5 Fakta Unik dan Aneh di Balik Julukan Tim Sepak Bola Indonesia yang Jarang Diketahui

Setiap tim sepak bola di Indonesia punya nama panggilan atau julukan yang kadang bikin geleng kepala. Bukan cuma sebagai identitas atau semangat tempur, tapi juga menyimpan cerita menarik, bahkan aneh dan tak masuk akal kalau ditelusuri lebih dalam.
Julukan Klub Ternyata Muncul akibat Aspek Unik
Tahukah lo, sejumlah kesebelasan bola kaki di Tanah Air punya julukan yang tercipta dari unsur terbilang tidak biasa? Beberapa dalam daftar ini berasal berkat kejadian aneh, kebiasaan setempat, bahkan kepercayaan yang diyakini hingga hari ini.
Cerita #1: Persib bersama Identitas Singa
Nama panggilan “Singa Bandung” untuk Persib bukanlah sekadar pemanis. Sebutan “Maung” adalah dialek lokal berarti pemangsa, menyimbolkan semangat juga jiwa petarung. Slogan ini muncul karena tim dipandang tangguh juga menjadi ikon identitas masyarakat Bandung.
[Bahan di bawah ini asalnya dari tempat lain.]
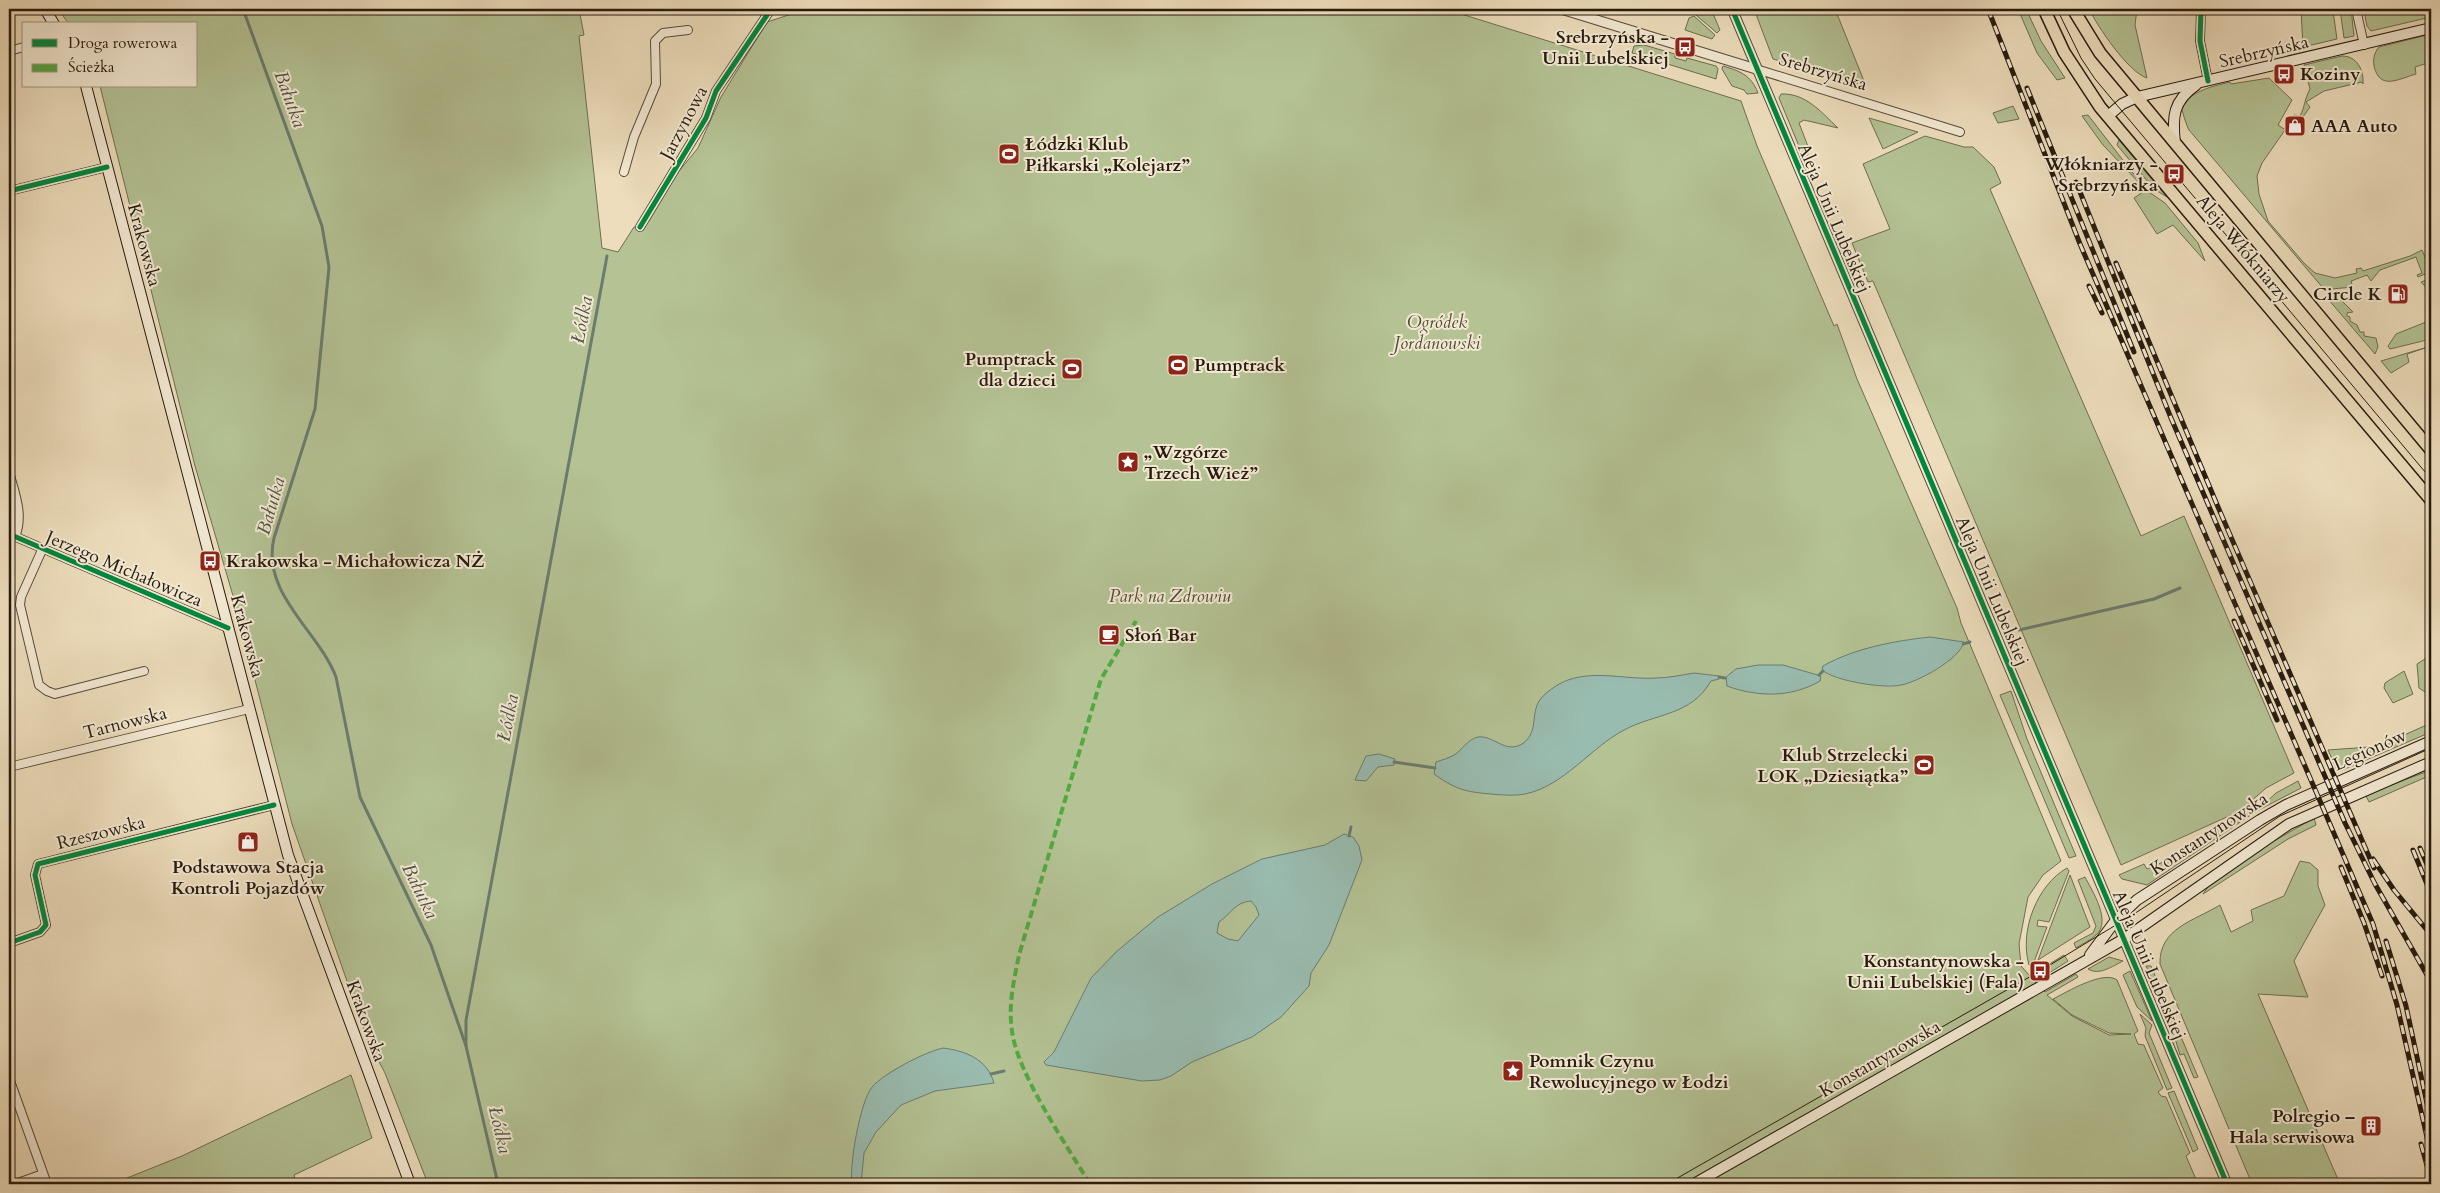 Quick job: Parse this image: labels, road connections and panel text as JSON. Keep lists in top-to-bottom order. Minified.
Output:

Cerita Kedua: Macan Kemayoran dengan Simbol Menggigit
Klub asal Jakarta dikenal oleh nama “Macan Kemayoran”, yang mengacu dari kawasan Kemayoran serta karakter agresif seperti harimau. Meskipun begitu, hanya orang sadar sebenarnya sebutan itu terinspirasi dari penjual kopi jagoan di era 60-an dikenal berjulukan “Macan Kemayoran”, sebab sikapnya galak tapi digemari orang-orang.
Fakta Nomor Tiga: Super Elja ternyata Mendapat Nama dari Burung
Sebutan “Super Elja” merupakan singkatan dari “Super Elang Jawa”, dimana berarti satwa endemik Indonesia. Faktanya, PSS Sleman mengadopsi julukan ini untuk simbol kebanggaan lingkungan. Dengan demikian, selain arena olahraga, PSS juga mendorong konservasi alam dengan nama ini.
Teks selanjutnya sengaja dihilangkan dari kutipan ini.